Un policier impliqué dans l'affaire Latoya Bulgin obtient une caution d'un million de dollars, le PNP presse le gouvernement
Le policier Conor Andrew Wilson, poursuivi pour meurtre dans le cadre de la mort par balles, le 17 mai, de Latoya Buju Bulgin, 45 ans, à Granville, St. James, s'est vu accorder une caution d'un million de dollars mardi lors de sa deuxième comparution devant le St. James Parish Court.
La juge paroissiale présidente Natisha Fairclough-Hilton a fixé la caution moyennant jusqu'à trois garants. Wilson est représenté par les avocats Peter Champeny et Michael Hemmonds.

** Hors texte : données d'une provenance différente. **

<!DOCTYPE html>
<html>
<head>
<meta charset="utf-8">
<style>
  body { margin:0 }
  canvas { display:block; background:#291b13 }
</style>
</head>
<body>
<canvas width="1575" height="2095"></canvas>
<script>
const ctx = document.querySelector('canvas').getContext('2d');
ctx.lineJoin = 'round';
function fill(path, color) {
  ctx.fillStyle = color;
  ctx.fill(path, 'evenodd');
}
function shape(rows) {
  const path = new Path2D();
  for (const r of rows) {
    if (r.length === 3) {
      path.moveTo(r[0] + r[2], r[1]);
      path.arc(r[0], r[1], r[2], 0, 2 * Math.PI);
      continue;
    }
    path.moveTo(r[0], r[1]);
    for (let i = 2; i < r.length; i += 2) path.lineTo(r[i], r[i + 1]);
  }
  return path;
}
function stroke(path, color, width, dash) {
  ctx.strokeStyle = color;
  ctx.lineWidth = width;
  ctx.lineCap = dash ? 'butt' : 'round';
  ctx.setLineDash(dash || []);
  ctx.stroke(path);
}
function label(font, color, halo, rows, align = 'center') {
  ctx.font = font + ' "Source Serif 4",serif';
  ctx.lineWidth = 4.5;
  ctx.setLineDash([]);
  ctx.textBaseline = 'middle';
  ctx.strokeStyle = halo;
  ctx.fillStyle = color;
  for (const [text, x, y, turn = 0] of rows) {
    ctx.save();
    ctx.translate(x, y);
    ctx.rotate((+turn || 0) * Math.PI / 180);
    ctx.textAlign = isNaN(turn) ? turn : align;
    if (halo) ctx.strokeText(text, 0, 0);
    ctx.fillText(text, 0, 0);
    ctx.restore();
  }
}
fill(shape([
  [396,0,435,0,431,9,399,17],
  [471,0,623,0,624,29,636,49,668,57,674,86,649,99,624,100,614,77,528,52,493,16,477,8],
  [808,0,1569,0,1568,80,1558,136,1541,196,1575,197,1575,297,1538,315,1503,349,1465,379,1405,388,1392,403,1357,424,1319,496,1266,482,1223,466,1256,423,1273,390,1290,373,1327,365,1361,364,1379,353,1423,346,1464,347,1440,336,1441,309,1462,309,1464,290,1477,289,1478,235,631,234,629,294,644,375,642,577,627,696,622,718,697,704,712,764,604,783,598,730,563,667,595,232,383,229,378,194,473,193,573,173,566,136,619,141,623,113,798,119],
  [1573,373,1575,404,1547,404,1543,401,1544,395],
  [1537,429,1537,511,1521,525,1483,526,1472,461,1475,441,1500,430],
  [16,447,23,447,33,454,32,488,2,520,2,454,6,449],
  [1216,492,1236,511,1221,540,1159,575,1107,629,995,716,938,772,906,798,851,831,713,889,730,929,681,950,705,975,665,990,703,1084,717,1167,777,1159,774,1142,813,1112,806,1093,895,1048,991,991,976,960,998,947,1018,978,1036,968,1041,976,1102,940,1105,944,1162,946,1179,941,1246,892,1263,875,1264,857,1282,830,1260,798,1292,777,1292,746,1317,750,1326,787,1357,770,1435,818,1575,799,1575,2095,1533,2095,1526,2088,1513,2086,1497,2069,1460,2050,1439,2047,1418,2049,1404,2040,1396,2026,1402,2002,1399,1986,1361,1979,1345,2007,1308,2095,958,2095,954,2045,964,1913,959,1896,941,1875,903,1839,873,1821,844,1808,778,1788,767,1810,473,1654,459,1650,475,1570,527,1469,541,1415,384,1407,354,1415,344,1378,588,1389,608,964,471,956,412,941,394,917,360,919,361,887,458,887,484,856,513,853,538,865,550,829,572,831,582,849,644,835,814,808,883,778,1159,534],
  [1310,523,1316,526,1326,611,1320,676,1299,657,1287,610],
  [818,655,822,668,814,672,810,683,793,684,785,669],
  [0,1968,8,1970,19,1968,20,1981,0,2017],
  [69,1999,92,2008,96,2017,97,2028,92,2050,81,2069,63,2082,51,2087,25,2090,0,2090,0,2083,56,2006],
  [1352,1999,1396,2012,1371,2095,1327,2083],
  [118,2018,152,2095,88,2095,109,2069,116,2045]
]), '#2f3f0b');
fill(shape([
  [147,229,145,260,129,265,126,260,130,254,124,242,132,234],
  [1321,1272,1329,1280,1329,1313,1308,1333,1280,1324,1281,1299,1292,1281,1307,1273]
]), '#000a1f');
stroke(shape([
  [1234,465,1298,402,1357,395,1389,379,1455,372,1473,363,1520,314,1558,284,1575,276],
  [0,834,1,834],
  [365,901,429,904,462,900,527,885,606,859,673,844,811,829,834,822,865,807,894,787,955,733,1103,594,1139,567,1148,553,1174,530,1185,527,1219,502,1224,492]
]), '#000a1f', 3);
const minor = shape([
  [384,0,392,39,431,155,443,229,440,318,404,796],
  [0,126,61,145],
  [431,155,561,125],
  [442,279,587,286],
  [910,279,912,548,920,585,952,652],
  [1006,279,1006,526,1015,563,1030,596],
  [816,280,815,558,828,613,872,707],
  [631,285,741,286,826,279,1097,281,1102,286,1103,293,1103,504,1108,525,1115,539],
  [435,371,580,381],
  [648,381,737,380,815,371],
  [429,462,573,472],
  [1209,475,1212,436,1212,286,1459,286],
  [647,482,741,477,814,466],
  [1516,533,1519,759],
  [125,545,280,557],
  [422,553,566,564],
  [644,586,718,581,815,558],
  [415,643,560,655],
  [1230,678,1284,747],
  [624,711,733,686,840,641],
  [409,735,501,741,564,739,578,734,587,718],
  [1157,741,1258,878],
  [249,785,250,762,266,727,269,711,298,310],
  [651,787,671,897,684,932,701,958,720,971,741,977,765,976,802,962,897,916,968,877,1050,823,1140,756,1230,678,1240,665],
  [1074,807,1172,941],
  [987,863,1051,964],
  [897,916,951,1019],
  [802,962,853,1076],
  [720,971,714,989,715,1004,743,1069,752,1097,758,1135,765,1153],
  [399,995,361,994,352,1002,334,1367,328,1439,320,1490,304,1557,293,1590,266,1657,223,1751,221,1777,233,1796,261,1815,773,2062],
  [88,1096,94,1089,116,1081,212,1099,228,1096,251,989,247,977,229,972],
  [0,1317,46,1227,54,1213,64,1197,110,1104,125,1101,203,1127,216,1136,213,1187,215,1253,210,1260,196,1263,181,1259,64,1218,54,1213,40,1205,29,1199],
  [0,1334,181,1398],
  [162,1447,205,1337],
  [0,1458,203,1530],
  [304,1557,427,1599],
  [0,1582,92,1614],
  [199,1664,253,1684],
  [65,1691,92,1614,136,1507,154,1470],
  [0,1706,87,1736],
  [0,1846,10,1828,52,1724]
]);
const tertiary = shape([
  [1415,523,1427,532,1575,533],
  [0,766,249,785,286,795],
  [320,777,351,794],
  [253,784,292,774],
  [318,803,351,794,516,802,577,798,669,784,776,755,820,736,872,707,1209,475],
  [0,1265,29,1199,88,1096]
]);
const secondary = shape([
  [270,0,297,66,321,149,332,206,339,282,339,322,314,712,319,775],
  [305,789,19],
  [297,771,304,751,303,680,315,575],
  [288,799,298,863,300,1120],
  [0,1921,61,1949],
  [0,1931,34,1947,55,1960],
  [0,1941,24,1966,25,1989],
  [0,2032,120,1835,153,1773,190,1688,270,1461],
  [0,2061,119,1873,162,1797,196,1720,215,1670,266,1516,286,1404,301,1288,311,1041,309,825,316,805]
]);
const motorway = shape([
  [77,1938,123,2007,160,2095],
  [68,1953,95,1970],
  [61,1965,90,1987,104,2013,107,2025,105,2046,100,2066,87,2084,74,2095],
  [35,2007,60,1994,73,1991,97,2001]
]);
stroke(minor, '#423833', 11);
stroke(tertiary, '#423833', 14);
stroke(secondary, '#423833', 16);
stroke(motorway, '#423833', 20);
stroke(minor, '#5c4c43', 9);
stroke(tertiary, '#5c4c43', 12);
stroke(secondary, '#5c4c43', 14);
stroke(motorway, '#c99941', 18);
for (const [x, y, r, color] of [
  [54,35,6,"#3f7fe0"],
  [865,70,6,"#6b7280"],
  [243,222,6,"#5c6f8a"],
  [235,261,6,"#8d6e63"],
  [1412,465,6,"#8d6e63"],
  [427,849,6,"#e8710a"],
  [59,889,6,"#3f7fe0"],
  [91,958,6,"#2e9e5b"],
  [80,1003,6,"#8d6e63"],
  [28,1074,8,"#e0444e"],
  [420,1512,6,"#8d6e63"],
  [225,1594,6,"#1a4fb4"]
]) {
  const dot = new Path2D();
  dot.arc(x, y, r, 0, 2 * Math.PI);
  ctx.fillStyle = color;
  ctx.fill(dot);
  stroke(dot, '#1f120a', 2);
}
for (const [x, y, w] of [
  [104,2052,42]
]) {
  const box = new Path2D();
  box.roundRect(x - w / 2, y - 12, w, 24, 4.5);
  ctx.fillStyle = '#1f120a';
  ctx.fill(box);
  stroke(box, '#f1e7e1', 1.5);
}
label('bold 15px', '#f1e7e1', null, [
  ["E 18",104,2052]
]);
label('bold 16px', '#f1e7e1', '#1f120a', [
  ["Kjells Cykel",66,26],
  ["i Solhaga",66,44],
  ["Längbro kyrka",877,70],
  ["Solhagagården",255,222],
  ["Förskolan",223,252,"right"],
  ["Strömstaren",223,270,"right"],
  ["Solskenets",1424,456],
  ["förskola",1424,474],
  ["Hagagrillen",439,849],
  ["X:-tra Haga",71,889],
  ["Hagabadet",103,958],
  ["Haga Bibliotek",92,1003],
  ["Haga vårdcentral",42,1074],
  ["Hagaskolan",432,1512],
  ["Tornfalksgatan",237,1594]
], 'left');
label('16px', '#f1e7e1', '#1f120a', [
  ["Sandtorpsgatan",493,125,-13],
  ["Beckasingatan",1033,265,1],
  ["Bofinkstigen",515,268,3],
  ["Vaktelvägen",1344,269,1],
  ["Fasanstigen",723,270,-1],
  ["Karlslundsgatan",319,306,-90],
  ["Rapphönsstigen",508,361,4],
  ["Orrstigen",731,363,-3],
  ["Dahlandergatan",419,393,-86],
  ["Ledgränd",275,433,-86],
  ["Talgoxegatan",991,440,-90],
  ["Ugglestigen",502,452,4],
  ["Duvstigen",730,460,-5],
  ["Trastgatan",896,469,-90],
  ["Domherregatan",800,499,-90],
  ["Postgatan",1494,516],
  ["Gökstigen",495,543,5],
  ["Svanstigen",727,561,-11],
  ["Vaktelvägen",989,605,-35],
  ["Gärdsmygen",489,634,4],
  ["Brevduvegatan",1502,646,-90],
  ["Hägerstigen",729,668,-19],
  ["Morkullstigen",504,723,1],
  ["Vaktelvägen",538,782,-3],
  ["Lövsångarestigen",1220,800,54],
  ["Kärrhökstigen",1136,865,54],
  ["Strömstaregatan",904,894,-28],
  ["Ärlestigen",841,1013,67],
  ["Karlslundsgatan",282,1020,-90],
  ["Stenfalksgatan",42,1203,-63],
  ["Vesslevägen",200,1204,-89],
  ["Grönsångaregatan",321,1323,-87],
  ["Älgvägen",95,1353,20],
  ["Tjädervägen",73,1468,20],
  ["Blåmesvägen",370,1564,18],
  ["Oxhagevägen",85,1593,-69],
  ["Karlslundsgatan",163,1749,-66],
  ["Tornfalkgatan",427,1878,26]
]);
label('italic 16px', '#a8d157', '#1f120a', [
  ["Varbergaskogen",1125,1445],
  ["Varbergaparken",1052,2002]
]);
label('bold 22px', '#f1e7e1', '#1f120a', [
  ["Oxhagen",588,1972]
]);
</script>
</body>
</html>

La cour a entendu que les procureurs détiennent désormais une déclaration du propriétaire d'un système de vidéosurveillance qui aurait enregistré les événements liés à la mort de Bulgin.
La caution a été accordée sous condition que Wilson réside à une adresse déterminée et se présente dans un commissariat de police désigné, dont les détails ont été omis pour sa sécurité. Il doit remettre ses documents de voyage, et une interdiction de sortie du territoire a été émise pour tous les points d'entrée. Plusieurs pièces du dossier de l'accusation restent en attente, notamment le certificat balistique, le rapport d'autopsie et le certificat médico-légal. L'affaire reprend le 10 juillet. Wilson a été arrêté et inculpé le 3 juin, après que le directeur des poursuites publiques eut statué le 29 mai qu'il devait faire l'objet de poursuites. Des images diffusées en ligne après l'incident montrent un agent ouvrant le feu sur un véhicule conduit par Bulgin. Des résidents ont manifesté après que son corps eut été placé dans une camionnette de police, relançant les appels en faveur de caméras corporelles lors des opérations policières à haut risque.
Par ailleurs, le porte-parole de l'opposition en matière foncière, Lutheran Cousins, a rejeté la récente déclaration du premier ministre Andrew Holness selon laquelle les squats nuisent à la Jamaïque. Holness a fait cette remarque vendredi dernier lors d'une cérémonie de lancement des travaux du projet immobilier Wick Hall à Spanish Town, St. Catherine. Cousins, député de Clarendon South Western, a déclaré dimanche à ses partisans lors de la conférence divisionnaire du People's National Party à Milk River que les difficultés liées à l'accès à la terre remontent aux lois de l'ère de l'émancipation et que de nombreux squats sont nés parce que les Jamaïcains ordinaires se sont vu refuser des opportunités équitables de posséder des terres.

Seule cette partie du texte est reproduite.